> Task prompt
Please restate the records that follow exactly, skipping their images.

+++

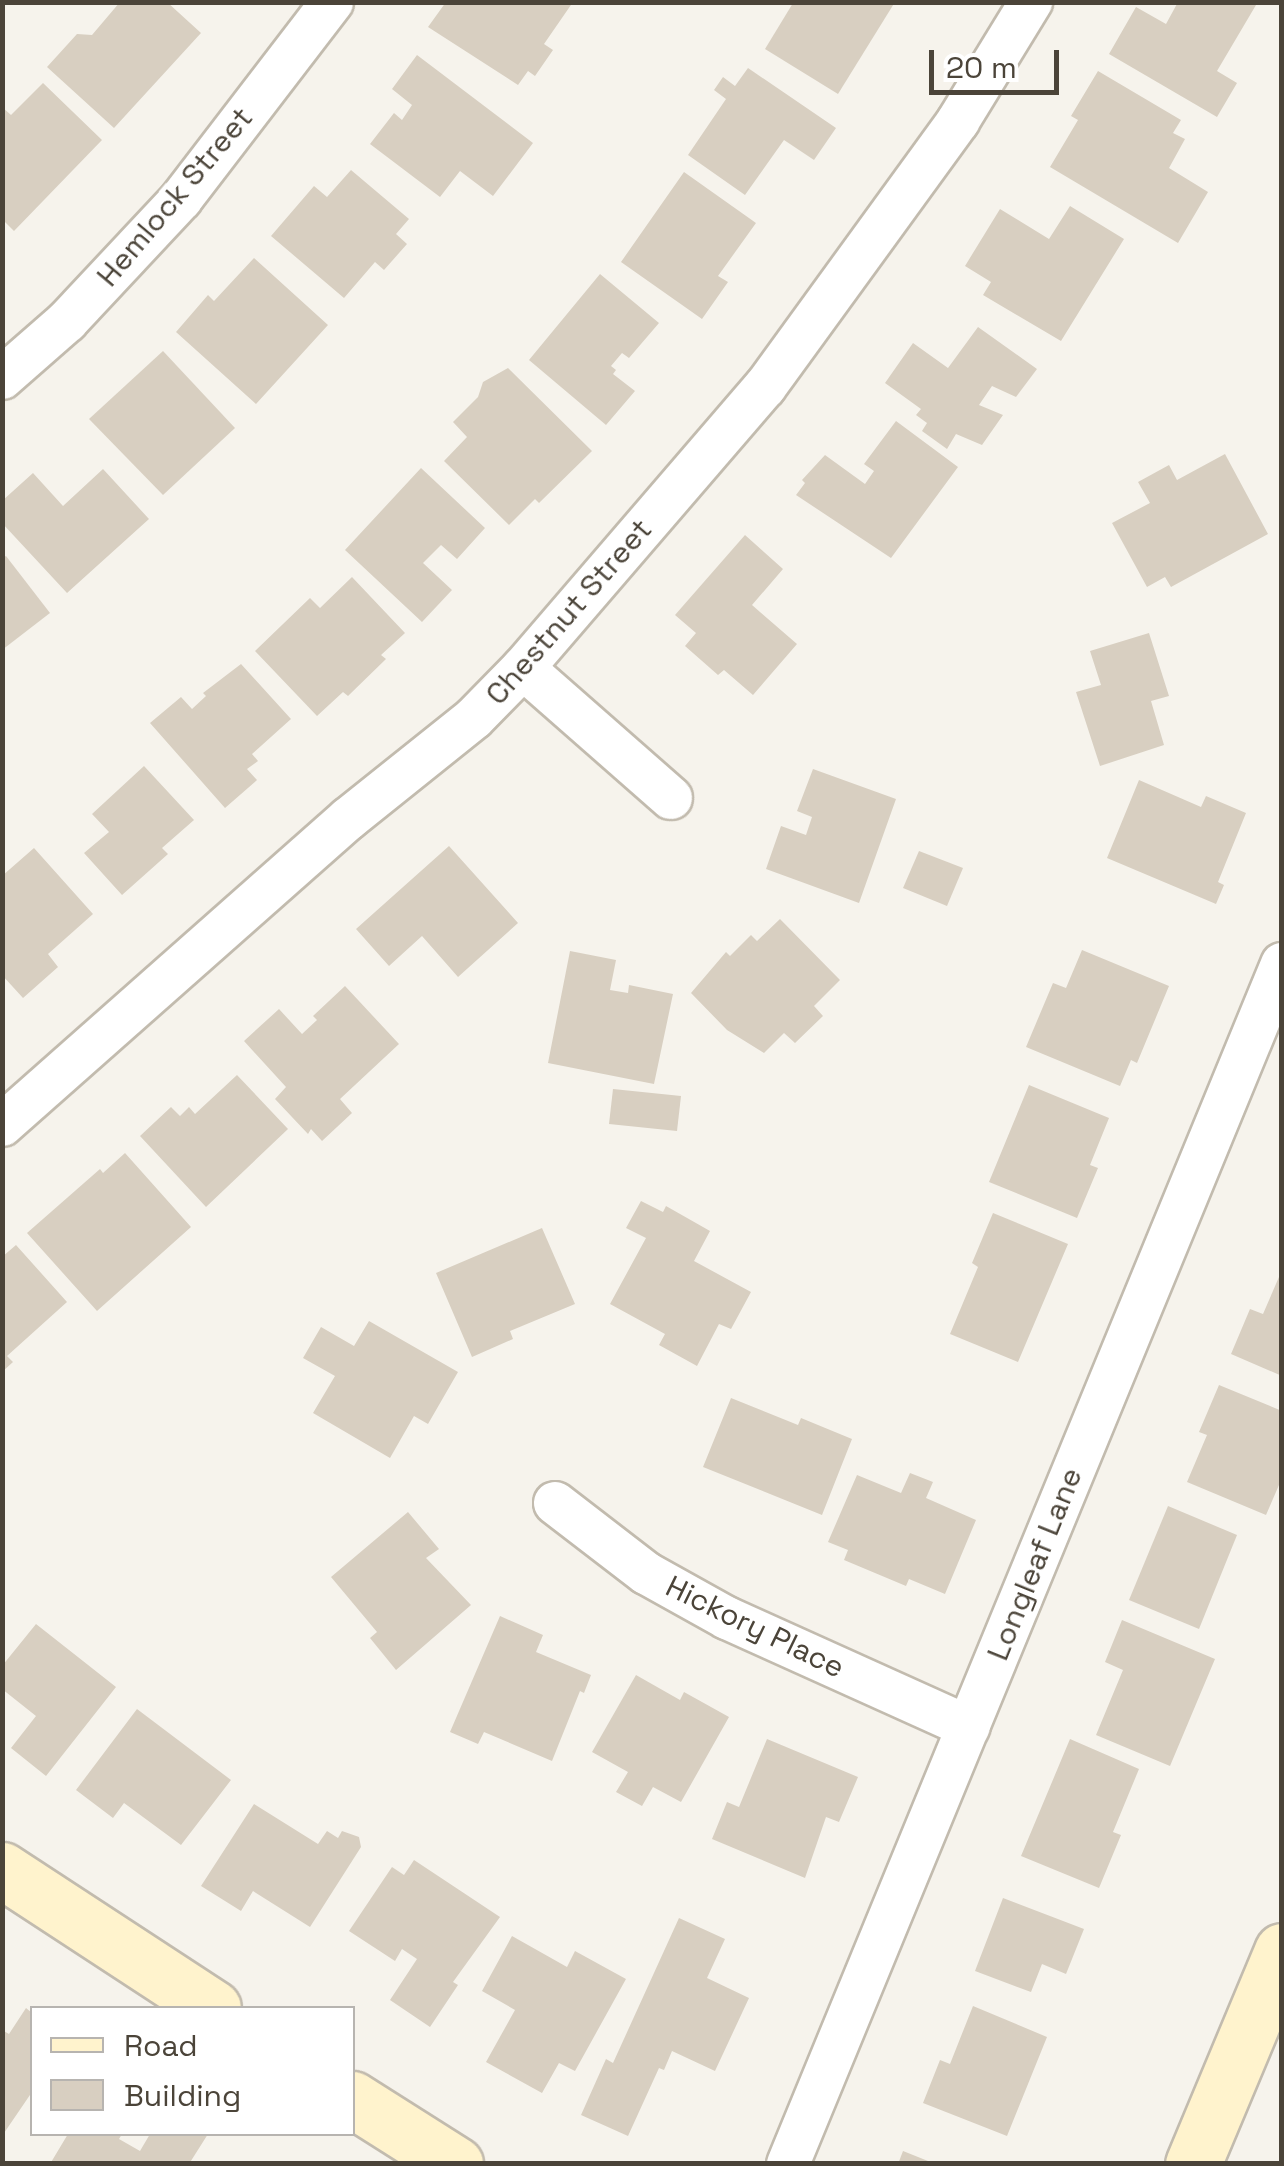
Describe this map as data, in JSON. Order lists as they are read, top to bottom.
{
  "streets": {
    "street": [
      "Hemlock Street",
      "Chestnut Street",
      "Longleaf Lane",
      "Hickory Place"
    ]
  },
  "crossings": [
    ["Longleaf Lane", "Hickory Place"]
  ],
  "legend": ["Road", "Building"],
  "scale_bar": "20 m"
}
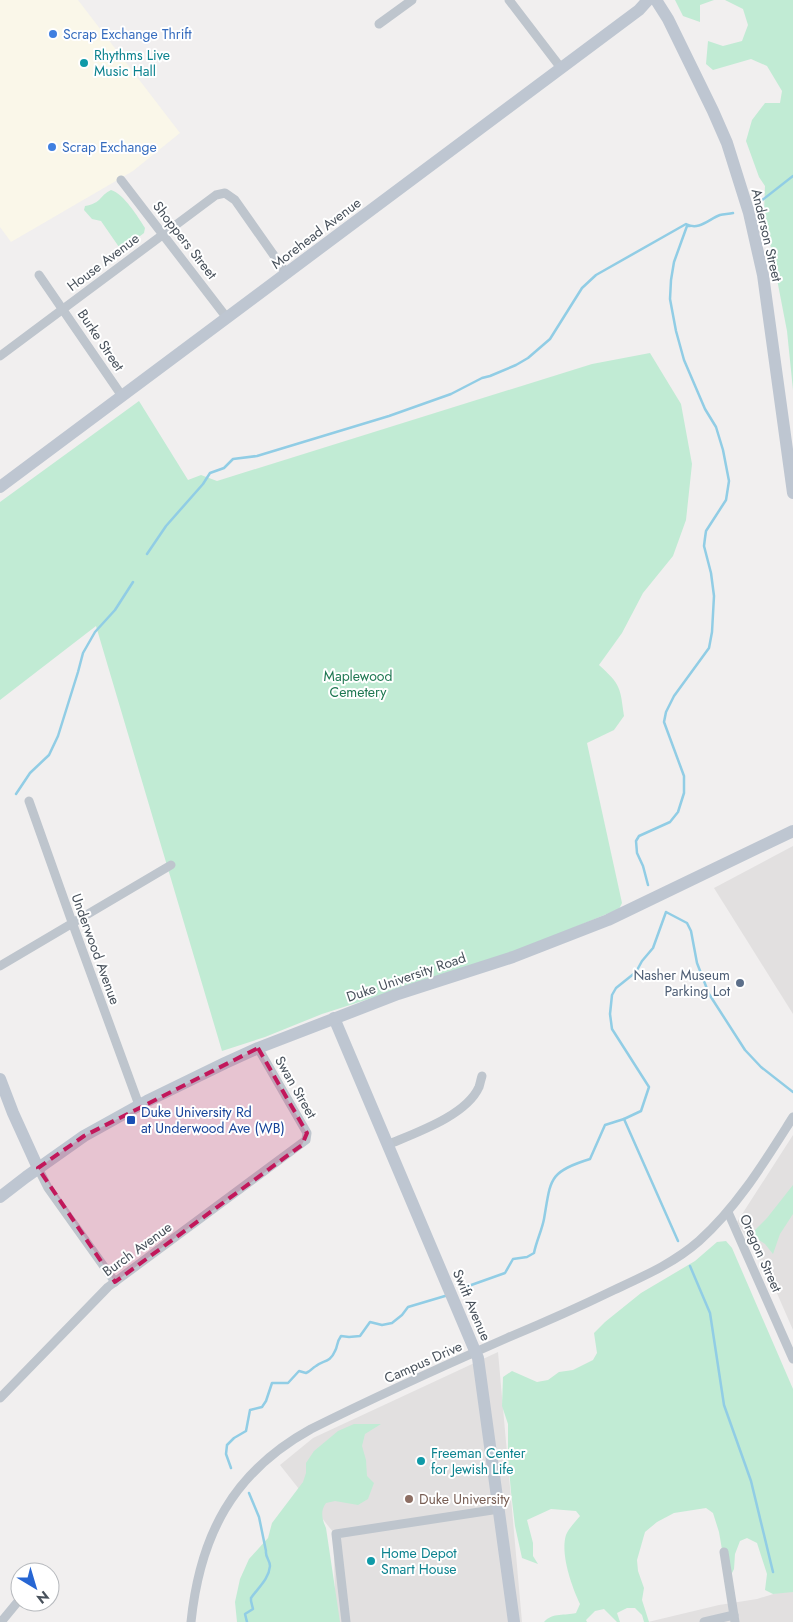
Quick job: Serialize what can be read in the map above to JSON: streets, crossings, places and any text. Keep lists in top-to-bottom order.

+++

> Task output
Describe this map as data, in JSON. Order lists as they are read, top to bottom.
{
  "streets": {
    "street": [
      "Hemlock Street",
      "Chestnut Street",
      "Longleaf Lane",
      "Hickory Place"
    ]
  },
  "crossings": [
    ["Longleaf Lane", "Hickory Place"]
  ],
  "legend": ["Road", "Building"],
  "scale_bar": "20 m"
}
Quick job: Serialize what can be read in the map above to JSON: streets, crossings, places and any text. Keep lists in top-to-bottom order.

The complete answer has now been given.